I love the way that Justine herself is described: "alluring, seductive, mournful and prone to dark, cryptic pronouncements." Feels like my dating history. There's also another book within the book written by another lover of Justine, as well as her diary, all of which tell of her many lovers and teh dark hurricane that she brings into the lives of men.

There are also bits about the study of the Kabbalah and secret political games.

As for Durrell, he was born in India to British colonial parents and spent much of his life traveling the world. He worked as a senior press officer to the British embassies in Athens and Cairo, press attaché in Alexandria and Belgrade and director of the British Institutes in Kalamata, Greece and Córdoba, Argentina. He was also director of Public Relations for the Dodecanese Islands and Cyprus. Yet he resisted only being listed as British and didn't even have citizenship, needing to apply for a visa every time he came to the country, which was embarrassing to diplomats. Also, he may have had a relationship with his daughter Sappho Jane, who was named for the Greek poet whose name is associated with lesbianism.
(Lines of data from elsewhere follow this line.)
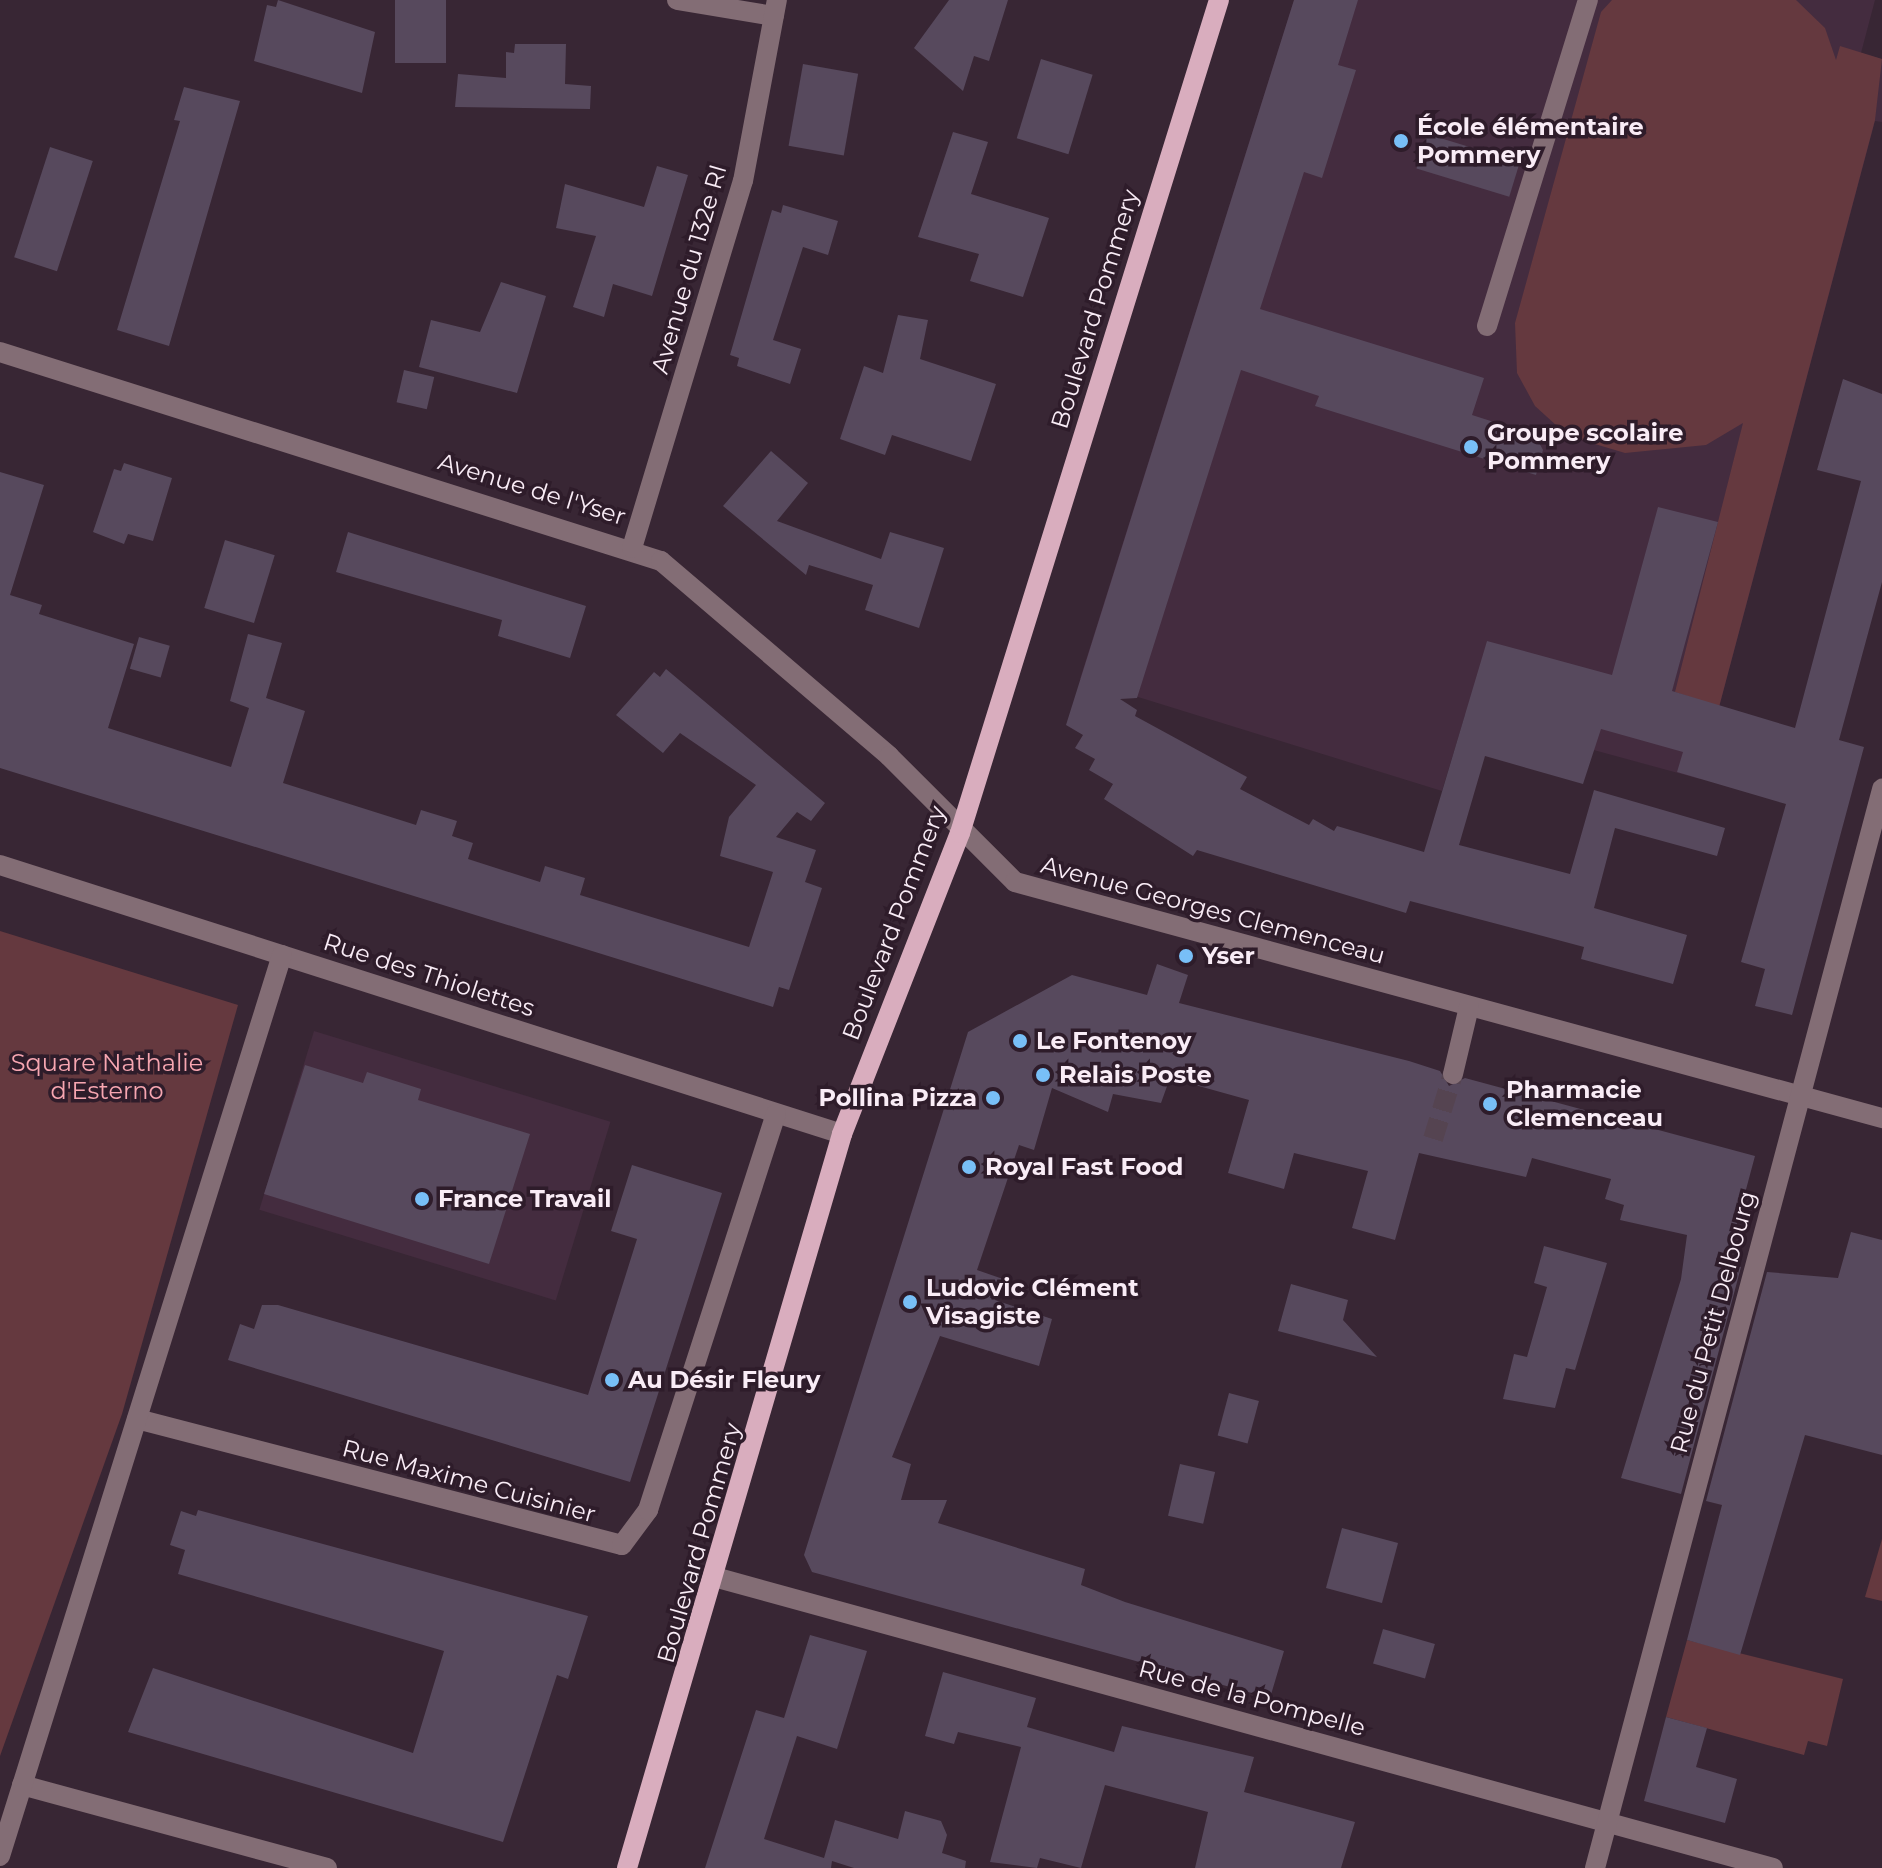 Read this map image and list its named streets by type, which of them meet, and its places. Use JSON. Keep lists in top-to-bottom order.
{
  "streets": {
    "main road": ["Boulevard Pommery"],
    "street": [
      "Avenue du 132e RI",
      "Avenue de l'Yser",
      "Avenue Georges Clemenceau",
      "Rue des Thiolettes",
      "Rue du Petit Delbourg",
      "Rue Maxime Cuisinier",
      "Rue de la Pompelle"
    ]
  },
  "crossings": [
    ["Avenue du 132e RI", "Avenue de l'Yser"],
    ["Boulevard Pommery", "Avenue de l'Yser"],
    ["Boulevard Pommery", "Avenue Georges Clemenceau"],
    ["Boulevard Pommery", "Rue des Thiolettes"],
    ["Boulevard Pommery", "Rue de la Pompelle"],
    ["Avenue de l'Yser", "Avenue Georges Clemenceau"],
    ["Avenue Georges Clemenceau", "Rue du Petit Delbourg"],
    ["Rue des Thiolettes", "Rue Maxime Cuisinier"],
    ["Rue du Petit Delbourg", "Rue de la Pompelle"]
  ],
  "parks": ["Square Nathalie d'Esterno"],
  "places": [
    "École élémentaire Pommery",
    "Groupe scolaire Pommery",
    "Yser",
    "Le Fontenoy",
    "Relais Poste",
    "Pollina Pizza",
    "Pharmacie Clemenceau",
    "Royal Fast Food",
    "France Travail",
    "Ludovic Clément Visagiste",
    "Au Désir Fleury"
  ]
}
It's hard to sum up an artist's complex life in one paragraph but there you go.

Anyways, this movie feels cursed. Even people who left it worked on bombs. For example, Joseph L. Mankiewicz was working on the screenplay when he was approached to take over Cleopatra. Speaking of that movie, it's failure led to original producer Walter Wanger being fired and original star - and the person often blamed for Cleopatra - Elizabeth Taylor being replaced.

The actress who was picked to play Justine, Anouk Aimée, was so upset at being separated from her lover Albert Finney that she wanted to leave. The actor had to visit her and tell her to complete the movie. In the book Conversations with My Elders, Cukor was asked who the worst actor he had ever worked with. He answered Aimée, saying "That picture could have been much more than it was allowed to be." He said that the problem was "Attitude. Intractible. Like Marilyn Monroe, but without the results. Let me tell you, that girl knew she'd probably never work in Hollywood again, or she'd never have defied me like that."

I love this review from Roger Ebert: "What Cukor has salvaged from this morass is rather remarkable. "Justine" is a movie that doesn't work and is usually confusing, but all the same it's a movie with a texture, an atmosphere, that's almost hypnotic. People who go to movies to enjoy the story will be enraged, and people who go to Justine with any familiarity with Lawrence Durrell's Alexandria Quartet will be appalled. But people who go to movies to watch the way scenes work, and to relish the rhythm of an actor's performance, will like Justine more than they expected to."

There's a great cast at least. Nessim is played by John Vernon, Darley by Michael York, Narouz is Robert Forster, Pursewarden is Dirk Bogarde, plus there are roles from Jack Albertson, Michael Constantine, Michael Dunn, Barry Morse and Severn Darden. They're great actors seeking a script to work with and sometimes it works, but there's so much to get through and the first hour seemingly is formless. I don't know if this film came out today if anyone would even feel like wading through it; attention spans have changed greatly in its lifetime.

In the 60s, 20th Century Fox seemed like they were unable to get anything going. Cleopatra was such a failure that they had to release all of their contract actors just to save money and sold their studios to Alcoa. They were saved by the box office of The Longest Day, The Sound of Music, Fantastic Voyage and Planet of the Apes but would make other flops from 1969 to 1971, including Hello, Dolly! And Myra Breckinridge.